- #1
StevieMurray
- 3
- 0
Homework Statement
ds^2 = g_{tt} dt^2 + g_{tx} (dt dx + dx dt)
with g_{tt} = -x and g_{tx} = 3
"Show that this is indeed a spacetime, in the sense that at every point, in any coordinates, the matrix g_{\mu \nu} can be diagonalized with one positive and one negative entry. Hint: You can diagonalize the matrix, but that is the hard way. There is a one-line answer."
Homework Equations
Christoffel Symbols:
g_{\alpha \delta} \Gamma^{\delta}_{\beta \gamma} = \frac{1}{2} \left( \frac{\partial g_{\alpha \beta}}{\partial x^{\gamma}} + \frac{\partial g_{\alpha \gamma}}{\partial x ^{\beta}} - \frac{\partial g_{\beta \gamma}}{\partial x^{\alpha}} \right)
ds^2 = g_{\mu \nu}(p) x^{\mu} x^{\nu}
The Attempt at a Solution
I think I have all the components for the solution but I can't put the pieces together. I think I'm supposed to show that the geometry defined in 1. has local inertial frames. Can I do this by showing that the Christoffel symbols vanish (I don't think they all do)?
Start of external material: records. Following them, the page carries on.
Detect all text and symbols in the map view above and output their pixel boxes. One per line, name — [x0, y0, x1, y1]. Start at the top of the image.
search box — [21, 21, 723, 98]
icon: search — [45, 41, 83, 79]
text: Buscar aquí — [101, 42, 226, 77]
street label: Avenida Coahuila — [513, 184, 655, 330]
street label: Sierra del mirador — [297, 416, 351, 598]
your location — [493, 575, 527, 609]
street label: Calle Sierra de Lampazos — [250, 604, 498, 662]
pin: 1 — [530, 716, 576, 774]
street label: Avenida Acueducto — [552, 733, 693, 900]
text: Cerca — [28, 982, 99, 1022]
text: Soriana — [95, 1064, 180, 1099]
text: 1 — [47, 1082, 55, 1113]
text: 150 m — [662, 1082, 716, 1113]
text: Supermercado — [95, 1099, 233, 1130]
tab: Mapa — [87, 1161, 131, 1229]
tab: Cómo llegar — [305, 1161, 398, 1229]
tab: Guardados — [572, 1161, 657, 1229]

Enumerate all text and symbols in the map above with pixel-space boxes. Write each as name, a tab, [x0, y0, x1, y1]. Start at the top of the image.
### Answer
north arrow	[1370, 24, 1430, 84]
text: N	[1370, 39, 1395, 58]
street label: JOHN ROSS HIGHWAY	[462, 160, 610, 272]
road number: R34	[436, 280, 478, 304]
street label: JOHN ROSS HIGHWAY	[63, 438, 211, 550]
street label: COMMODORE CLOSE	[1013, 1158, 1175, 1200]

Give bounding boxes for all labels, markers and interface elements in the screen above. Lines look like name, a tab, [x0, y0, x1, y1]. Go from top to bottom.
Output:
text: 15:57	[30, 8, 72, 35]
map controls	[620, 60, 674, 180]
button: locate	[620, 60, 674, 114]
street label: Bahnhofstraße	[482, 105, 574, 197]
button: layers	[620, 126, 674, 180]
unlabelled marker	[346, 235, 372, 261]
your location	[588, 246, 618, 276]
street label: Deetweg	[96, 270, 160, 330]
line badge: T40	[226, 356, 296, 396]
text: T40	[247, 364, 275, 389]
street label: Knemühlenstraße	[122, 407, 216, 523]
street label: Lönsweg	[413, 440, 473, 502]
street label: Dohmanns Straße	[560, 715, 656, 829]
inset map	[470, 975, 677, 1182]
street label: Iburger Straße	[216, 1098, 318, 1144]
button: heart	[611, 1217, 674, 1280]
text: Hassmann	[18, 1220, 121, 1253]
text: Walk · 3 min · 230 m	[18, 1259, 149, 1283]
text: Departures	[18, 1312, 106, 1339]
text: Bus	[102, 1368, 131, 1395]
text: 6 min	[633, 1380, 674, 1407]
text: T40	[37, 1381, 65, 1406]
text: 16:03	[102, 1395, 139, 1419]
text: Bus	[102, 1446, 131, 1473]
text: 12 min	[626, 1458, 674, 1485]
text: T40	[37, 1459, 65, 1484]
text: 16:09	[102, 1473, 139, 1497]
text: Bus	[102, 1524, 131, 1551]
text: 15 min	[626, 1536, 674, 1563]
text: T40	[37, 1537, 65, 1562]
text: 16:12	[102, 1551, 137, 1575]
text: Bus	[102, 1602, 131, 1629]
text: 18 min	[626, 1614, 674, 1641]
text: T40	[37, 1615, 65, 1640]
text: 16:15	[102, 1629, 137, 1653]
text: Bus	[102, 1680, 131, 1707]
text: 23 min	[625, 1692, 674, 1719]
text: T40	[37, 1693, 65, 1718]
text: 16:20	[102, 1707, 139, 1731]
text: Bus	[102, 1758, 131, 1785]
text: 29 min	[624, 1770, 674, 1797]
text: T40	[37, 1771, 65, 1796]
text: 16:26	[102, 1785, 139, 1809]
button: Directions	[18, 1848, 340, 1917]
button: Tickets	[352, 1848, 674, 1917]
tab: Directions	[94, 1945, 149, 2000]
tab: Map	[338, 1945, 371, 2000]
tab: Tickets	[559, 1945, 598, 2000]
And how do I show that this is valid for any coordinates?
I've also considered expanding the metric as described here: http://mathpages.com/rr/s5-07/5-07.htm :
g_{\mu \nu}(p + x) = g_{\mu \nu}(p) + g_{\mu \nu,\alpha} x^{\alpha} + \frac{1}{2} g_{\mu \nu,\alpha \beta} x^{\alpha} x^{\beta} + \cdots
with
g_{\mu \nu, \alpha} = \left( \frac{\partial g_{\mu \nu}(x)}{\partial x^{\alpha}} \right)_p
and
g_{\mu \nu, \alpha \beta} = \left( \frac{\partial^2 g_{\mu \nu}(x)}{\partial x^{\alpha} \partial x^{\beta}} \right)_p
and then take x to be vanishingly small so that we only use the first term in
ds^2 = g_{\mu \nu}(p) x^{\mu} x^{\nu}
In that case g_{\mu \nu} is just a matrix with numbers which can be diagonalized.
The one-line answer probably has something to do with the fact that some specific derivatives vanish but I don't understand why this is the answer.